Es passiert immer wieder, und zurzeit besonders oft, dass politisch nicht gewollte Verhaltensweisen dadurch eingedämmt werden sollen, dass die Kosten für dieses Verhalten erhöht werden sollen: Mal soll klimaschädliches Verhalten teurer werden, mal gesundheitsschädliches, oft beides gleichzeitig. Fleisch, Benzin, Strom, Plastik, Zigaretten, Alkohol, Fertigprodukte, Zucker, manchmal auch Lebensmittel im Allgemeinen, all das soll immer wieder teurer werden. Das kann für manches eine Lösung sein - aber keine gerechte. Weil Preiserhöhungen verschiedene Menschen sehr unterschiedlich hart treffen.

Der Trick, arme Leute zu bestrafen

"Eigentlich ist es einfach: Klimasünden müssen teuer sein", hieß es zum Beispiel neulich in einem SPIEGEL-Artikel . So einfach ist es dann aber doch nicht. Wie teuer Verkehrs- und Nahrungsmittel sind, hat auch viel mit Gesetzen und staatlichen Subventionen zu tun. Es kann sein, dass Fliegen und Autofahren teurer werden müssen, aber dann müssen Bahnfahren und generell der öffentliche Personennahverkehr billiger werden (und zwar: sehr viel billiger), sonst werden mit gut gemeinter Klimapolitik hauptsächlich arme Leute bestraft: Sie müssen sich dann, weil sie arm sind, noch mehr einschränken als ohnehin schon.

Diskriminierung muss nicht immer offener Hass sein, sie kann auch einfach darin bestehen, dass man Leute vergisst. Oder sie kann darin bestehen, dass man findet, es sollten sich eben nicht alle Leute die gleichen Dinge leisten können.

In einem Kommentar der "Tagesschau"  wies neulich Kristin Joachim darauf hin, dass die Reise von Berlin nach Köln mit der Bahn 90 Euro, mit dem Flugzeug aber nur 27 Euro kostet: "Ehrlich gesagt will ich diese Entscheidung nicht mehr ständig treffen müssen. Fliegen muss teurer werden! Ja! Und zwar ordentlich, damit das Ganze auch einen Effekt hat. (...) Wer jetzt sagt, höhere Flugpreise seien unfair, dann könnten sich Menschen mit weniger Geld Fliegen nicht mehr leisten. Ja, das stimmt! Aber Fliegen ist auch kein Grundrecht." Klar. Es ist aber auch kein Grundrecht, bei Reiseentscheidungen nicht mehr nachdenken zu müssen.
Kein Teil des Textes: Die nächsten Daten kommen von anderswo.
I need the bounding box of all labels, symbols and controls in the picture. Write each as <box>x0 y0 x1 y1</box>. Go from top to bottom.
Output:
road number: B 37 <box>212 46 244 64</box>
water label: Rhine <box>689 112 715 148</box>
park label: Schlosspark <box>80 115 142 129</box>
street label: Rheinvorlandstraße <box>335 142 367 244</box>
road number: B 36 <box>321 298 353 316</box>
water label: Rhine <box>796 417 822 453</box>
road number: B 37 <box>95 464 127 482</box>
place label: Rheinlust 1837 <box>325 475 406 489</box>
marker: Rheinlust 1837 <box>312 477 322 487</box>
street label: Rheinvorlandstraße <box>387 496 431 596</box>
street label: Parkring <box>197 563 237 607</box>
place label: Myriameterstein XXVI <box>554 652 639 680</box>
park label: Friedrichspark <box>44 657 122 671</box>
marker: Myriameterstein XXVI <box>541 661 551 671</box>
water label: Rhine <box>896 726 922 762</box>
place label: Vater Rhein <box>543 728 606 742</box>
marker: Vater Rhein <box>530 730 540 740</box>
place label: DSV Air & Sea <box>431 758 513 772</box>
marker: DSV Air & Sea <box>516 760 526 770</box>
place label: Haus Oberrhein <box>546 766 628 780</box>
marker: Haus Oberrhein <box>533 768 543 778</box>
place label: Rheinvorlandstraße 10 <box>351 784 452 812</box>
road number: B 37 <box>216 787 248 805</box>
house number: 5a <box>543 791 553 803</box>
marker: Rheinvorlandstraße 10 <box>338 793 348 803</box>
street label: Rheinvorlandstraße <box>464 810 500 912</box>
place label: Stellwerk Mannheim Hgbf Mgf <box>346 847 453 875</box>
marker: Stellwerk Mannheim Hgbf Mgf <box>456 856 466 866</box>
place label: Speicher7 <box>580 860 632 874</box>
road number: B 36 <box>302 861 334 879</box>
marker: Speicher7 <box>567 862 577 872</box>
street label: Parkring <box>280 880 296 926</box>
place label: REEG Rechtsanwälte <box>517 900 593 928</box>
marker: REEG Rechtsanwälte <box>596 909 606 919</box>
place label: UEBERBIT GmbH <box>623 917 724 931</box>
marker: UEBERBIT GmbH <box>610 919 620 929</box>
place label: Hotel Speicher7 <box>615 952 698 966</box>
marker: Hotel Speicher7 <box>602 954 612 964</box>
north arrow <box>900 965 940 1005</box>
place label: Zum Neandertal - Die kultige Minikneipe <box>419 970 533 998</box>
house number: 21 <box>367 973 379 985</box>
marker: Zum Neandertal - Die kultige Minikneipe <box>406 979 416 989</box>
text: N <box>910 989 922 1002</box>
Leute mit wenig Einkommen sparen oft das ganze Jahr für den einen Urlaub, bei dem sie dann eben fliegen, oder sie fliegen ab und zu mal ihre Familie im Ausland besuchen. Eine Klimapolitik, die das unmöglich macht, ist peinlich ohne Ende und mindestens so eklig wie ein Kilo Fleisch aus Massentierhaltung von wundgescheuerten und qualvoll getöteten Schweinen oder Kühen, die nie die Sonne gesehen haben (wobei, wenn Sie mich fragen, edles Hirsch- oder Krokodilfleisch genauso eklig ist, anderes Thema).

Es gibt dieses Problem nicht nur bei Klima- oder Gesundheitsfragen. Wenn zum Beispiel diskutiert wird, ob Bluttests auf das Risiko für das Vorliegen einer genetischen Störung wie Trisomie während der Schwangerschaft eine Kassenleistung sein sollten, dann geht es einerseits um sehr grundlegende ethische Fragen: Wie geht unsere Gesellschaft mit Menschen mit Behinderung um?

Das Problem ist: Es geht dabei nicht nur um diese Fragen, sondern auch darum, wer diesen Test überhaupt machen kann. Denn für einige sind 200 Euro, die so ein Test kostet, nichts, für andere ist das ein Vermögen, das sie nicht aufbringen können. Wer dafür argumentiert, dass solche Blutuntersuchungen generell nicht von Krankenkassen bezahlt werden sollten, den kann man auch so verstehen: "Eigentlich wollen wir diese Tests nicht, aber Leute mit Geld sollen sie trotzdem machen können." Ärmeren Menschen bleibt dann im Falle einer Risikoschwangerschaft nur die kassenbezahlte invasive Untersuchung, die aber häufig als riskanter bewertet wird.

Es gibt für all das keine einfache Lösung. Fleisch ist zu billig, aber die Antwort darauf kann nicht sein, dass nur noch Leute aus der Mittel- oder Oberschicht Fleisch essen dürfen. Fliegen ist im Verhältnis zum Bahnfahren zu billig, aber die Antwort darauf kann nicht sein, dass arme Leute zuhause bleiben müssen oder nur noch an die Ostsee dürfen.

Ein Vorurteil gegen arme Menschen ist, dass sie sich nur nicht genug anstrengen. Im Moment ist es eher so, dass viele derjenigen, die über politische Veränderungen nachdenken, sich nicht genug anstrengen: um politische Mittel zu finden, die nicht einfach nur darin bestehen, dass arme Leute noch weniger Freiheiten bekommen und reiche Leute einfach mehr bezahlen: das ist dann einfach ein Ablasshandel für sogenannte Klimasünden, und Ablasshandel findet selbst die katholische Kirche vorgestrig, also bitte.